Multiuser Kubeflow on IBM Cloud OpenShift

Published in

IBM Data Science in Practice

6 min readFeb 17, 2021

image of hexagon composed of multiple other shapes, a circle with two pieces projecting into three d and a cloud icon

The Kubeflow project is dedicated to making deployments of machine learning (ML) workflows on Kubernetes simple, portable and scalable.

Kubeflow tries to bridge the gap between data science experiments and production ready ml models that bring real business value. By giving a platform for model creation, pipeline, notebook, hyper parameter optimization, model serving and many more features, Kubeflow makes the job of data scientists and ml engineers easier.

This article is about setting up and using multiuser Kubeflow on IBM Cloud OpenShift cluster. Multiuser Kubeflow allows us to get multi tenancy in Kubeflow. In a production environment, it is often necessary to share the same pool of resources across different teams and users. These different users need a reliable way to isolate and protect their own resources, without accidentally viewing or changing each other’s resources.

Prerequisites

Signup for IBM Cloud if you don’t have an account
Log into IBM Cloud using the IBM Cloud Dashboard
Create and access a OpenShift cluster on IBM Cloud
To deploy Kubeflow on IBM Cloud OpenShift, you need a OpenShift 4.5+ cluster running on IBM Cloud. If you don’t have a cluster running you can create one here
Once your cluster is ready you can go to OpenShift web console from the Overview window.
In the OpenShift console click on the top right drop down and click on Copy Login Command This will give you a command like this:

oc login — token=<some-api-token> — server=<some-server>

Paste this command into your terminal and you are ready to go.

This guide assumes you have oc command line tool already installed. If not install the cli.

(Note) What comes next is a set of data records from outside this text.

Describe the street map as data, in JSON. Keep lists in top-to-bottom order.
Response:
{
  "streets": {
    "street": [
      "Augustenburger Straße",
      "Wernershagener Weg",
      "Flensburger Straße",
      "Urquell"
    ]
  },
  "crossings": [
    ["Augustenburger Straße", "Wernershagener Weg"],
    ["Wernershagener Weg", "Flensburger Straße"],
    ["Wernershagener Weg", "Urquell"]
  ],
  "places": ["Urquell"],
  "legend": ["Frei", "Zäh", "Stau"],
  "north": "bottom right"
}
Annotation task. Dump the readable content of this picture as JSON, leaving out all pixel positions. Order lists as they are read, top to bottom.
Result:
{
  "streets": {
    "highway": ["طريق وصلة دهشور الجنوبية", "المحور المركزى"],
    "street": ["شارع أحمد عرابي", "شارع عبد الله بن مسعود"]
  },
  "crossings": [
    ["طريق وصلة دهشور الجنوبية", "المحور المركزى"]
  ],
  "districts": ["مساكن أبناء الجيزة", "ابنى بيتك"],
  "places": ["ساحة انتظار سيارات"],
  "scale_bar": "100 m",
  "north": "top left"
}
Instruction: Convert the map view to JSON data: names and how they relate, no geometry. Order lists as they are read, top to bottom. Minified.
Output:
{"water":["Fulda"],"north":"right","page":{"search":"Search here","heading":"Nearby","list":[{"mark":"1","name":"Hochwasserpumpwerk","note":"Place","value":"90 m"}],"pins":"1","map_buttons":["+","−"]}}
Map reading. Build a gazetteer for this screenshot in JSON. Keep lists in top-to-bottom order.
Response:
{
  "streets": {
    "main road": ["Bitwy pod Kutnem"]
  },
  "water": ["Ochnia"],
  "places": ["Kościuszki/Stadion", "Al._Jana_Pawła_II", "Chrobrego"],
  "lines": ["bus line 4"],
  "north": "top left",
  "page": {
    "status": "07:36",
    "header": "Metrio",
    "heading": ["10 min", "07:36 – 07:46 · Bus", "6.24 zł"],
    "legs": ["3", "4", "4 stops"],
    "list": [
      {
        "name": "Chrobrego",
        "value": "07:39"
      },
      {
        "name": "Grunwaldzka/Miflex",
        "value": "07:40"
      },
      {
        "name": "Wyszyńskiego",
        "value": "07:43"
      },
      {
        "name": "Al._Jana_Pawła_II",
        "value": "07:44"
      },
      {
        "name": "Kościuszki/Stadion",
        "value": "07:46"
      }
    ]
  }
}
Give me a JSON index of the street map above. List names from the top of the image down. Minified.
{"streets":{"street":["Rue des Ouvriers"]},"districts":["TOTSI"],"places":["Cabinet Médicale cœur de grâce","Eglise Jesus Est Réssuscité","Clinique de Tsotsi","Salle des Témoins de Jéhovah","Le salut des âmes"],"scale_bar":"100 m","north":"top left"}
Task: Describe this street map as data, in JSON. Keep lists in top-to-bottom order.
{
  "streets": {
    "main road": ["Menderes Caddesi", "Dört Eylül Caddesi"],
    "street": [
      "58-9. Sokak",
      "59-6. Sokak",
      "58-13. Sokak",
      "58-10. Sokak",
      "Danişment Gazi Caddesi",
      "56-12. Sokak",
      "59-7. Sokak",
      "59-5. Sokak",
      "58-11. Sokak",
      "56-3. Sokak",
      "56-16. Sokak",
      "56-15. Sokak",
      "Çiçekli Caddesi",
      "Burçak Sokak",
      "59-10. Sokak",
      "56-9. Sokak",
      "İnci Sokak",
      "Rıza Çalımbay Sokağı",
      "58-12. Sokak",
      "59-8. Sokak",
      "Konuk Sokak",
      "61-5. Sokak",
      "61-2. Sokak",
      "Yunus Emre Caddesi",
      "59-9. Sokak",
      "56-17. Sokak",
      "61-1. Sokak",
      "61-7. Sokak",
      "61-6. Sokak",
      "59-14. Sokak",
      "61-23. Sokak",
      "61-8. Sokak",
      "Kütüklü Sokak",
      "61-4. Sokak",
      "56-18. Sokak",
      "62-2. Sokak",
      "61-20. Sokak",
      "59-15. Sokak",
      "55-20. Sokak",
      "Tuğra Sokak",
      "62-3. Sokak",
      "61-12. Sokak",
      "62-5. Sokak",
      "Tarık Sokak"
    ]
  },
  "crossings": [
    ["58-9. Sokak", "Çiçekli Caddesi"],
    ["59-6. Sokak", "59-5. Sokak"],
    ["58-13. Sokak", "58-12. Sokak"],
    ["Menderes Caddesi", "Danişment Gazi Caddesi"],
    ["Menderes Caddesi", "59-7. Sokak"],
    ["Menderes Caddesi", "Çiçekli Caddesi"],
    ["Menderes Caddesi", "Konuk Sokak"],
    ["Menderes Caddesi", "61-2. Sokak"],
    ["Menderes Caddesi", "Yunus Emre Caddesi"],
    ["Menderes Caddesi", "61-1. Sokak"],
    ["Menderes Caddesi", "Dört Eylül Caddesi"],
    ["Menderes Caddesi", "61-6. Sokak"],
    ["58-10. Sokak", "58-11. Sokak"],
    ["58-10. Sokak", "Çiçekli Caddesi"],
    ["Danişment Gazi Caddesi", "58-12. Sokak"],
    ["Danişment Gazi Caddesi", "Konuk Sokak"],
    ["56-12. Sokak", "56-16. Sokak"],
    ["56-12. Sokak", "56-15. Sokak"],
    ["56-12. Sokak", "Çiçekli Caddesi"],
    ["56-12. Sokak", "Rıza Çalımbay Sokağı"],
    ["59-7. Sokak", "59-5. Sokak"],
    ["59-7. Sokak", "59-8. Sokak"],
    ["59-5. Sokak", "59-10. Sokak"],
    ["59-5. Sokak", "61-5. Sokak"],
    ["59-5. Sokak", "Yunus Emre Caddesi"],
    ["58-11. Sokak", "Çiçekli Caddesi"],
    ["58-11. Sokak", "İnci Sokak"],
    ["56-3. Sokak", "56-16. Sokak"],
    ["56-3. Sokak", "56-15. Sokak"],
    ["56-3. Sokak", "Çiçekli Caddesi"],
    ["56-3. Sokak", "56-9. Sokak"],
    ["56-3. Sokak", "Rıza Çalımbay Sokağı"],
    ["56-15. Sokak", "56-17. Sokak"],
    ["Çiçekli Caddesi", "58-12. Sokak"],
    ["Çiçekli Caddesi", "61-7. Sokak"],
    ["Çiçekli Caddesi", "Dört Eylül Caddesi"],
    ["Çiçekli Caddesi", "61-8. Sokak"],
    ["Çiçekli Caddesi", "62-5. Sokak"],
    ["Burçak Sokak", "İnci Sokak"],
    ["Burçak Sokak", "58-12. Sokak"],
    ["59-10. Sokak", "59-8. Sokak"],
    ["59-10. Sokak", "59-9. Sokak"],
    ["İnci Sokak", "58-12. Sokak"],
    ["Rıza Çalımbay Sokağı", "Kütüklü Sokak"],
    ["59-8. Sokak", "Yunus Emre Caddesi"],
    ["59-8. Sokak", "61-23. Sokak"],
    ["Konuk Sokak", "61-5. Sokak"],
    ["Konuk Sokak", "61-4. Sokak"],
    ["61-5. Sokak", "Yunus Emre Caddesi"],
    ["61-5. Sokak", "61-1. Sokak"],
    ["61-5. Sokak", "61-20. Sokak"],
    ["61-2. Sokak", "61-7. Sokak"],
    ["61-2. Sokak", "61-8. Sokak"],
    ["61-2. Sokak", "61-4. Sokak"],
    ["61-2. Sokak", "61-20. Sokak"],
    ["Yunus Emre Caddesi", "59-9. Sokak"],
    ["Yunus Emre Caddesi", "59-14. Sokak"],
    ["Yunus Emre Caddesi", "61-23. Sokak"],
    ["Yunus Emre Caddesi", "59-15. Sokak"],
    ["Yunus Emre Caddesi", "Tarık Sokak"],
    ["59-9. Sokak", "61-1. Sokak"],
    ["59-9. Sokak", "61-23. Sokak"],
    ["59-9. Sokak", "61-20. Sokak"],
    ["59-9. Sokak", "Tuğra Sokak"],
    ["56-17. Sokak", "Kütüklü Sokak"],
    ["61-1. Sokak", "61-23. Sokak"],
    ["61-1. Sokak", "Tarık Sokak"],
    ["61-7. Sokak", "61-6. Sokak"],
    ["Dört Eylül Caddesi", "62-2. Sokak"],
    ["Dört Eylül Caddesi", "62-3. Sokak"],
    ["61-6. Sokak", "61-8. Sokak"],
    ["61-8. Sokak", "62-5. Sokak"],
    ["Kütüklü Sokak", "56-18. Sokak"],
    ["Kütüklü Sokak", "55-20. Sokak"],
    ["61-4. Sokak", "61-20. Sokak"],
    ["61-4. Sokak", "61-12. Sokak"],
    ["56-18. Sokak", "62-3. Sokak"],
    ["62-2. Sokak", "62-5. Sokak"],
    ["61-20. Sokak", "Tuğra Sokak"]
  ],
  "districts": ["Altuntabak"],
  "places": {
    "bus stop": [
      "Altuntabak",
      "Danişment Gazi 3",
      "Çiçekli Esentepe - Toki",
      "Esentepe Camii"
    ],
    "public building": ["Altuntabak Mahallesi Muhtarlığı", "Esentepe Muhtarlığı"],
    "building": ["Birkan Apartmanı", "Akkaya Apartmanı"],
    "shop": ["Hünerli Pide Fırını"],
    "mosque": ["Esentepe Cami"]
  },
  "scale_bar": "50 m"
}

Understanding the Kubeflow deployment process

The deployment process is controlled by the following commands:

build — (Optional) Creates configuration files defining the various resources in your deployment. You only need to run kfctl build if you want to edit the resources before running kfctl apply.
apply — Creates or updates the resources.
delete — Deletes the resources.

App layout

Your Kubeflow application directory ${KF_DIR} contains the following files and directories:

diagram of Kubeflow application directory

CONFIG_FILE (kfdef) is a YAML file that defines configurations related to your Kubeflow deployment.
This file is a copy of the GitHub-based configuration YAML file that you used when deploying Kubeflow, such as IBM Config KFDEF.
When you run kfctl apply or kfctl build, kfctl creates a local version of the configuration file. You can further customize this file if necessary.
kustomize is a directory that contains the kustomize packages for Kubeflow applications.
The directory is created when you run kfctl build or kfctl apply.
You can customize the Kubernetes resources (modify the manifests and run kfctl apply again).

Kubeflow installation

Note: kfctl is currently available for Linux and macOS users only. If you use Windows, you can install kfctl on Windows Subsystem for Linux (WSL). Refer to the official instructions for setting up WSL.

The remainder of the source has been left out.